The Supreme Court denied Cuevas‟s petition for review of, among other things, the Court of Appeals‟s harmless-error ruling. But the court simultaneously allowed the state‟s petition of the Court of Appeals‟s ruling that the trial court (harmlessly) violated Cuevas‟s Sixth Amendment rights. If the Supreme Court addresses only the narrow claims, not only would the litigation not help Cuevas, but it would hurt him by making him postpone petitioning for post-conviction relief for however it long it takes the court to issue its decision.
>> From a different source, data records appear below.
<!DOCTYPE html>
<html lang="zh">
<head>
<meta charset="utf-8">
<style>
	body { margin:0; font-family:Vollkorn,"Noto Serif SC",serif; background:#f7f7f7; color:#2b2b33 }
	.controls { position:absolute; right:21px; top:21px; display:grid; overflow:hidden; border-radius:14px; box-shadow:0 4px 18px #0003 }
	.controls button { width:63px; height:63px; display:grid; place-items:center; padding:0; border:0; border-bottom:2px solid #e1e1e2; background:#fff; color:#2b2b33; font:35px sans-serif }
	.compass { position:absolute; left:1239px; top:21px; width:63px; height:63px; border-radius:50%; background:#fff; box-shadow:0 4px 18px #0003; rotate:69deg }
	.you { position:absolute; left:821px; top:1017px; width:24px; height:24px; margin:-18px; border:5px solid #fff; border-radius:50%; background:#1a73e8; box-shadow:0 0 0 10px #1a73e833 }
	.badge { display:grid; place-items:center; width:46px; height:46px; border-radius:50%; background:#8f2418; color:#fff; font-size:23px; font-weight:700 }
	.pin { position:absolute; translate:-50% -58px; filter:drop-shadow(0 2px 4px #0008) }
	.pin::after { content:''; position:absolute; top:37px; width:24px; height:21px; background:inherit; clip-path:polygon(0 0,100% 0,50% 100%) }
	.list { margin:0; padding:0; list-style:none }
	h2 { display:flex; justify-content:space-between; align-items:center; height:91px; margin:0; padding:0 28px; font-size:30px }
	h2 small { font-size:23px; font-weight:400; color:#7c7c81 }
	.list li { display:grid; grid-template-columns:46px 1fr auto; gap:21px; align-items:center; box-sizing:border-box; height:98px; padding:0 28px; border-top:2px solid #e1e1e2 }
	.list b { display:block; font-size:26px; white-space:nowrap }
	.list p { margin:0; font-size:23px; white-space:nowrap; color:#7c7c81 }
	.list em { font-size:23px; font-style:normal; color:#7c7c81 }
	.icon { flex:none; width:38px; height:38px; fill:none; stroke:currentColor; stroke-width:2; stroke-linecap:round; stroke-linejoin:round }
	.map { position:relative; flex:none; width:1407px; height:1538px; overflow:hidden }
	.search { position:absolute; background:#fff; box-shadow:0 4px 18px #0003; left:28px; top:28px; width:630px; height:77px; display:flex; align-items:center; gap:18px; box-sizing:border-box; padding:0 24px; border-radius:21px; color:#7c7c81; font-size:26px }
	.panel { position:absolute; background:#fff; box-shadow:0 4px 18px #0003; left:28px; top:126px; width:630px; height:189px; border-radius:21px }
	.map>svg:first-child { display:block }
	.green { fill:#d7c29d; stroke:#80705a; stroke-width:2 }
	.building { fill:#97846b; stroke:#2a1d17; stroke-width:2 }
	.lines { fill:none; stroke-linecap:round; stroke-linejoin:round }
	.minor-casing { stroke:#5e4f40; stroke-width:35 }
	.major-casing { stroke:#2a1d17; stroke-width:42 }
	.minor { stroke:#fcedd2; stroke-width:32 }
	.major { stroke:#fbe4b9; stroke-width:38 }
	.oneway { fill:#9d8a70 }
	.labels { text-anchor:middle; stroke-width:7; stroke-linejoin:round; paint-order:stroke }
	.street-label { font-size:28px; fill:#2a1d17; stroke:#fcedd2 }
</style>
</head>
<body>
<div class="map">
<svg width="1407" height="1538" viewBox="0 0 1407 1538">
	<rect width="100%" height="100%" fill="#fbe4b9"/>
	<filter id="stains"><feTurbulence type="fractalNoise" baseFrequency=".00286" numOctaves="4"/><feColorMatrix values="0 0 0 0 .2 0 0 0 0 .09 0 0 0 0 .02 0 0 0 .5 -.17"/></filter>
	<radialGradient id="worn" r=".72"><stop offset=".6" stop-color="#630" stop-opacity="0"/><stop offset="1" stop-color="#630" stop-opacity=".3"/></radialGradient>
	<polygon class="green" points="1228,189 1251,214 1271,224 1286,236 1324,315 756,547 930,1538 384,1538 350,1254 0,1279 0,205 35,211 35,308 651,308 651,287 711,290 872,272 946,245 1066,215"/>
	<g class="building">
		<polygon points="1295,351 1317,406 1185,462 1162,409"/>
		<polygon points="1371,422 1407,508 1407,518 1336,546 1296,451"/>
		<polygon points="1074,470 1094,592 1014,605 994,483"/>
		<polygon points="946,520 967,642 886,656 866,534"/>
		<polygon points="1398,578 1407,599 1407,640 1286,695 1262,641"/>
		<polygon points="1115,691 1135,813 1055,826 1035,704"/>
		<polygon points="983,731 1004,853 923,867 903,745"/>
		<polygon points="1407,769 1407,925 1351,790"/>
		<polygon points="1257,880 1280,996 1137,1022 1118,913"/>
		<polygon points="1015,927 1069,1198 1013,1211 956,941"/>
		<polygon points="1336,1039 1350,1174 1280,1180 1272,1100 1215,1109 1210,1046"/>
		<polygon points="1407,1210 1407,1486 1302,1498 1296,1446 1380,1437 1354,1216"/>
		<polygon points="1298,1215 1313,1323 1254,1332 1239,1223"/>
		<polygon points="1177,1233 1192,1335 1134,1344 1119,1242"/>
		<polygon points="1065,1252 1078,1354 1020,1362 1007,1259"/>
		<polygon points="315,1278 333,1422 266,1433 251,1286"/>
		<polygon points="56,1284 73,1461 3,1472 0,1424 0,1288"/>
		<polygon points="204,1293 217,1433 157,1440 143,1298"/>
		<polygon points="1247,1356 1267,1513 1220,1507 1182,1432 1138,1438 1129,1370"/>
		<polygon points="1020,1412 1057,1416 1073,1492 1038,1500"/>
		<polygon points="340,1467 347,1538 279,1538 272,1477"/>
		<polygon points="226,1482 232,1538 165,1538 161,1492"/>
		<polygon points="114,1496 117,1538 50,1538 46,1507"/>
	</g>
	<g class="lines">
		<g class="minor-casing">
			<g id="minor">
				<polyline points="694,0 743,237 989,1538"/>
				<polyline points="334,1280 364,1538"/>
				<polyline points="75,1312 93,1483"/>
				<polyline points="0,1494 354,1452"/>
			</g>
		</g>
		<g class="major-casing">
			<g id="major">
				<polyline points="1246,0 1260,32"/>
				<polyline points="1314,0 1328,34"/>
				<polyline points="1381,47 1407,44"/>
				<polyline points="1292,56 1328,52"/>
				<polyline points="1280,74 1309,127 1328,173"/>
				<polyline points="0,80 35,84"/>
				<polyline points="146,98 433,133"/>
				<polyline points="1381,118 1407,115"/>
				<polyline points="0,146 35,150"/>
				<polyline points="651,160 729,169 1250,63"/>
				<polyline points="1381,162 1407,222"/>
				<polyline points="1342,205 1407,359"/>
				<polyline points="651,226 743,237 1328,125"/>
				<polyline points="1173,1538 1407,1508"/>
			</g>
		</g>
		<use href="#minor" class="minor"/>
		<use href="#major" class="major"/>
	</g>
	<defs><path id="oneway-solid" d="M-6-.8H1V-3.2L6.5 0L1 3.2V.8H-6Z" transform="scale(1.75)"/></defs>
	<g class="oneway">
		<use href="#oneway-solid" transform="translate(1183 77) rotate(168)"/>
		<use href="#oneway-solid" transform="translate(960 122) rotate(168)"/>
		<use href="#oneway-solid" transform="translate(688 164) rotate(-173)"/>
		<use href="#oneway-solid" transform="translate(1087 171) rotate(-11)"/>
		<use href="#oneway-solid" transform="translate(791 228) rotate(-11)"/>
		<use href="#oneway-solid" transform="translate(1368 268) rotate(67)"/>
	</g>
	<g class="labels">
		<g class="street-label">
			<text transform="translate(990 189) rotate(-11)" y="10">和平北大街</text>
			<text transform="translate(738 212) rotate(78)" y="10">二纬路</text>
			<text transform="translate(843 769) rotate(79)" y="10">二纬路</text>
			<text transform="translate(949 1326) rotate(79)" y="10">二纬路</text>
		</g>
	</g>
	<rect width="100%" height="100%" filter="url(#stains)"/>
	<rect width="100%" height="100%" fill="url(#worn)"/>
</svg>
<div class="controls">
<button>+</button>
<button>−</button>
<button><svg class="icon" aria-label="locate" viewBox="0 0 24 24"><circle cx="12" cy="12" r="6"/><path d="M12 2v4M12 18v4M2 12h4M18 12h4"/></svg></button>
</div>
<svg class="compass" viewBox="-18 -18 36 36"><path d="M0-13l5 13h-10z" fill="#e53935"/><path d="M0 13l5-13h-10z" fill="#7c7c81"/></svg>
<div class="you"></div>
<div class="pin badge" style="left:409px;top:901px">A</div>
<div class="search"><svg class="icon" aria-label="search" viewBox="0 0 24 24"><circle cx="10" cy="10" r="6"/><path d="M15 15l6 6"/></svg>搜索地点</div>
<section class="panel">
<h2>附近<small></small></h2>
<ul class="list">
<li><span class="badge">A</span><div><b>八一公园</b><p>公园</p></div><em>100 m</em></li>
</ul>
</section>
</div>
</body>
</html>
On the other hand, if the Supreme Court addresses the broader claims, its decision could benefit Cuevas. This is because a favorable decision would end in his resentencing. Ideally, the Supreme Court will see this as a reason to address the broader claims, but there are other reasons it should do so. The main one is that by addressing the broader claims, the court could decide the case on sub-constitutional state law grounds, rather than under federal constitutional (Sixth Amendment) grounds.
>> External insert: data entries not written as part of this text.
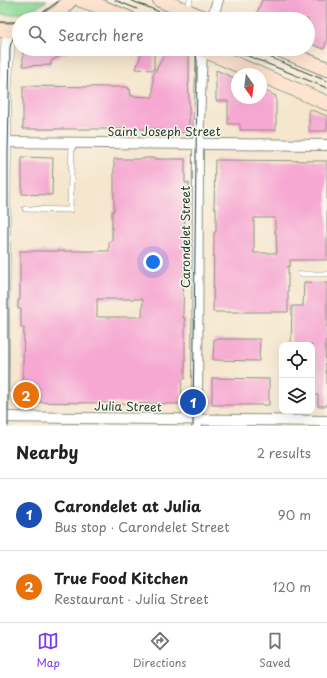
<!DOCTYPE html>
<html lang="en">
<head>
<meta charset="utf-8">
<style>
	body { margin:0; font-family:"Playpen Sans",sans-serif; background:#f6f6f6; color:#222 }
	.controls { position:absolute; right:12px; bottom:12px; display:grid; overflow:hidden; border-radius:8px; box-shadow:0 4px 16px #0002 }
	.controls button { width:36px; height:36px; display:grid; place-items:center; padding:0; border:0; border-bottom:1px solid #e0e0e0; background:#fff; color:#222; font:20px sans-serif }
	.compass { position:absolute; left:231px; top:68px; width:36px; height:36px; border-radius:50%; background:#fff; box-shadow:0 4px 16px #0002; rotate:166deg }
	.you { position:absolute; left:153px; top:262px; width:14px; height:14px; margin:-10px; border:3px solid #fff; border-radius:50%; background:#1a73e8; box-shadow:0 0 0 6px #1a73e833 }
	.badge { display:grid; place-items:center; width:26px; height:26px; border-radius:50%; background:#7c3aed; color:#fff; font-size:13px; font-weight:700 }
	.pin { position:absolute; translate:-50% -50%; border:2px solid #fff; box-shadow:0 1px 4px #0006 }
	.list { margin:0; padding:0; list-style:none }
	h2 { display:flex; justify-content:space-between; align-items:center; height:52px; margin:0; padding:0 16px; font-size:17px }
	h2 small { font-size:13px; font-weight:400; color:#767676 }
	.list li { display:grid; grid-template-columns:26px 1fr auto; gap:12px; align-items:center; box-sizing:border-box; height:72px; padding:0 16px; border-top:1px solid #e0e0e0 }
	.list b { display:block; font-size:15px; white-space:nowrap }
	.list p { margin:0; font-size:13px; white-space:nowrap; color:#767676 }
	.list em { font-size:13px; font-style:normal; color:#767676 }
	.icon { flex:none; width:22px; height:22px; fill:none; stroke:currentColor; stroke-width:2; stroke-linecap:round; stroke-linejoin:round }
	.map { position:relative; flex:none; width:327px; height:426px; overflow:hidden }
	.search { position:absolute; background:#fff; box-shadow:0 4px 16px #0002; left:12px; right:12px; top:12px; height:44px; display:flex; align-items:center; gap:10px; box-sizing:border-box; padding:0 14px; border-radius:22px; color:#767676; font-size:15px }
	.sheet { height:196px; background:#fff }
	nav { display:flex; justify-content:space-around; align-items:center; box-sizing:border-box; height:56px; border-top:1px solid #e0e0e0; background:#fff; font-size:11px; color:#767676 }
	nav a { display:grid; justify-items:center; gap:2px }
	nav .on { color:#7c3aed }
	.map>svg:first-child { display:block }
</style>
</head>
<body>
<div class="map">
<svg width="327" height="426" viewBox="0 0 327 426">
	<rect width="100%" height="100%" fill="#fbf7ec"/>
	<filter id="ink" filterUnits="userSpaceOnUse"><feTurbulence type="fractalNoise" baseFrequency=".025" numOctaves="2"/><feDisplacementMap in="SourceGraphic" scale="8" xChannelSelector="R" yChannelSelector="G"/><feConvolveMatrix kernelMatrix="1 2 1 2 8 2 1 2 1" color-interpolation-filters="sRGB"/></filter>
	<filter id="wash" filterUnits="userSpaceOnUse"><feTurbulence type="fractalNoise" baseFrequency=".012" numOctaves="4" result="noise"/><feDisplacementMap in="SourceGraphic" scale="16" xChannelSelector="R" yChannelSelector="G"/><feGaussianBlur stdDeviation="0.9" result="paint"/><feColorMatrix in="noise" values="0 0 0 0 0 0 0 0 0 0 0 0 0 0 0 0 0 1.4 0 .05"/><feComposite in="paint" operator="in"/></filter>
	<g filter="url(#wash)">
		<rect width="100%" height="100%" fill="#f5e6ce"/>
		<path fill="#89d795" stroke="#548a64" d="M0 0H47C35 11 16 17 0 14Z"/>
		<g id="blocks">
			<path fill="#f6a8d2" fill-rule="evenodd" d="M262 0H327V40L324 49 308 43V19H255Z
				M23 49H73L51 61V65L23 66Z
				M143 49H154V70L136 69Z
				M172 50 189 57V83H188L189 98V129L188 133 161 132V129H23V86L111 87H128V89H130L131 96 153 97V75L166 52 170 53Z
				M216 70 237 79V98H261V89L276 96V130H240V124H228V101H216Z
				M309 109 327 116V131H309Z
				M22 157 53 158 52 195 22 194Z
				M144 158H156V159H185V183H189V207H185L183 318H185V379H182L181 404 22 402 24 328H21V309H18V300H20V251H109V241H112V211H114V159H144ZM97 299H143L142 317H97Z
				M215 160 327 161V260H290V266H288V312H213L214 232H216V208H214ZM254 218H275V233H276L277 253H254Z
				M304 282 327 283V341H325L326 373H327V406H318V395H312V345H291L292 306H303Z
				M214 339H260L259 361 213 360Z
				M212 378 269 379V405H212Z"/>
		</g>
	</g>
	<g filter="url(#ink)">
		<use href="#blocks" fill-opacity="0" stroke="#8a9281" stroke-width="1"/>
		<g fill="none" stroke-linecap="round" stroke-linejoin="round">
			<defs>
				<path id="service" d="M187 10 190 0
					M25 209 70 210 72 143
					M301 274H327"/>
				<path id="minor" d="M212 19 218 0
					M0 142 327 145
					M0 417 327 421
					M197 426 198 144 202 49"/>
				<path id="tertiary" d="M2 426 5 90 8 42 12 31"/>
				<path id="secondary" d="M81 0 99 6 130 19
					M160 0 206 19
					M48 19 59 12 70 0
					M0 30 12 31 19 29
					M201 49 259 74
					M278 49 327 69
					M261 75 327 103"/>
			</defs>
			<use href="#service" stroke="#8a9281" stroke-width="6"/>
			<use href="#minor" stroke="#8a9281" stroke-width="12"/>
			<use href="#tertiary" stroke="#8a9281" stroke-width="14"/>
			<use href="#secondary" stroke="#8a9281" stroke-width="16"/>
			<use href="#service" stroke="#fff" stroke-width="5"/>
			<use href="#minor" stroke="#fff" stroke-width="10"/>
			<use href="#tertiary" stroke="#fff" stroke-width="13"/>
			<use href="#secondary" stroke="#fde4d0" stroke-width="14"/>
			<path stroke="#1f3d34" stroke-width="1" d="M115 0 137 9
				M130 0 177 19
				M32 19 42 13 60 0
				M0 22H19
				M231 49 327 88
				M250 49 327 81
				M8 426V155L10 47 14 35 19 28
				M193 426 197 69V61L195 49"/>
		</g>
	</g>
	<g text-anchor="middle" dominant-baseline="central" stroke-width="3" stroke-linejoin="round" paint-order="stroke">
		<g font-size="12" fill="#1f3d34" stroke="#fbf7ec">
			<text x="164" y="131">Saint Joseph Street</text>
			<text transform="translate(185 237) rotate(-90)">Carondelet Street</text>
			<text transform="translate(128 406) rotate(1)">Julia Street</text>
		</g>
	</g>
</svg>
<div class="controls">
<button><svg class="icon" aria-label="locate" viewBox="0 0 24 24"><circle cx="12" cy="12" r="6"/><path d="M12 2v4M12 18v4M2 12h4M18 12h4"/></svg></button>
<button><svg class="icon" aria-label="layers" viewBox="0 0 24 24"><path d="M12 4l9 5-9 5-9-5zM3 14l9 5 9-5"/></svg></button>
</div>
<svg class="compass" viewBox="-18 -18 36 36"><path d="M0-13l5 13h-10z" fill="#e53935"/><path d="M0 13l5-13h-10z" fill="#767676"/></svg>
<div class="you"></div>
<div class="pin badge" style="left:193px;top:402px;background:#1a4fb4">1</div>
<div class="pin badge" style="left:26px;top:395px;background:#e8710a">2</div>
<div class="search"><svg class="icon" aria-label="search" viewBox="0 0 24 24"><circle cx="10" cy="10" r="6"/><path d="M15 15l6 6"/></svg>Search here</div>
</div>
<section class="sheet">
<h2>Nearby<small>2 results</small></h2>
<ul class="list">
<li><span class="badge" style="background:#1a4fb4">1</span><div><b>Carondelet at Julia</b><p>Bus stop · Carondelet Street</p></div><em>90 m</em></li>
<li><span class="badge" style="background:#e8710a">2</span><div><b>True Food Kitchen</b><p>Restaurant · Julia Street</p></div><em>120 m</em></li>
</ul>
</section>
<nav>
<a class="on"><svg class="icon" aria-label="map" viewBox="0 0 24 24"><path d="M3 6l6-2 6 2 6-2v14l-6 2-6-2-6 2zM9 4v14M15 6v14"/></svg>Map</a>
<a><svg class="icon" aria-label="directions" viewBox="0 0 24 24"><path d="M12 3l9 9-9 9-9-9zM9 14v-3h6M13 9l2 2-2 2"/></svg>Directions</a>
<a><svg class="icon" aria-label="saved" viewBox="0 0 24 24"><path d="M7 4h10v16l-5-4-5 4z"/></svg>Saved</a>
</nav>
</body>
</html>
I address the claim that Miller was wrongly decided in part B.1 of my Brief on the Merits. I address the claim that Bucholz was wrongly decided in part C.1 of my brief. Kyle Krohn of the Office of Public Defense Services‟s Appellate Division addresses the claim that Miller was wrongly decided in part II.a of his Brief of Amicus Curiae. Persons interested in seeing these briefs may contact me at jwmb@jessbartonlaw.com. I will forward copies in a reply.


  1. Making the claims also would avoid a repeat of what happened after Apprendi v. New Jersey, 530 US 466, 120 S Ct 2348, 147 L Ed 2d 435 (2000), but before Blakely v. Washington, 542 US 296, 124 S Ct 2531, 159 L Ed 2d 403 (2004). Post-Apprendi, a few of us urged trial counsel to argue that Apprendi applies to aggravating factors used in departure sentencing. Most others insisted that Apprendi applies only to dangerous-offender findings. Blakely clarified Apprendi in favor of the minority view(although the majority view was not wrong by much; after all, Blakely was a 5-4 decision). Because so few defense attorneys acted on the minority view, when the Court decided Blakely fewer than 10 cases were pending on appeal with preserved Apprendi claims. The Court of Appeals ordered resentencings for all of those defendants. It also ordered resentencings for the handful of other defendants with unpreserved Apprendi claims who were convicted by jury trials. But ultimately, the court ordered no relief for the hundreds of other defendants with unpreserved Apprendi claims who were convicted by bench trials or by guilty or no-contest pleas.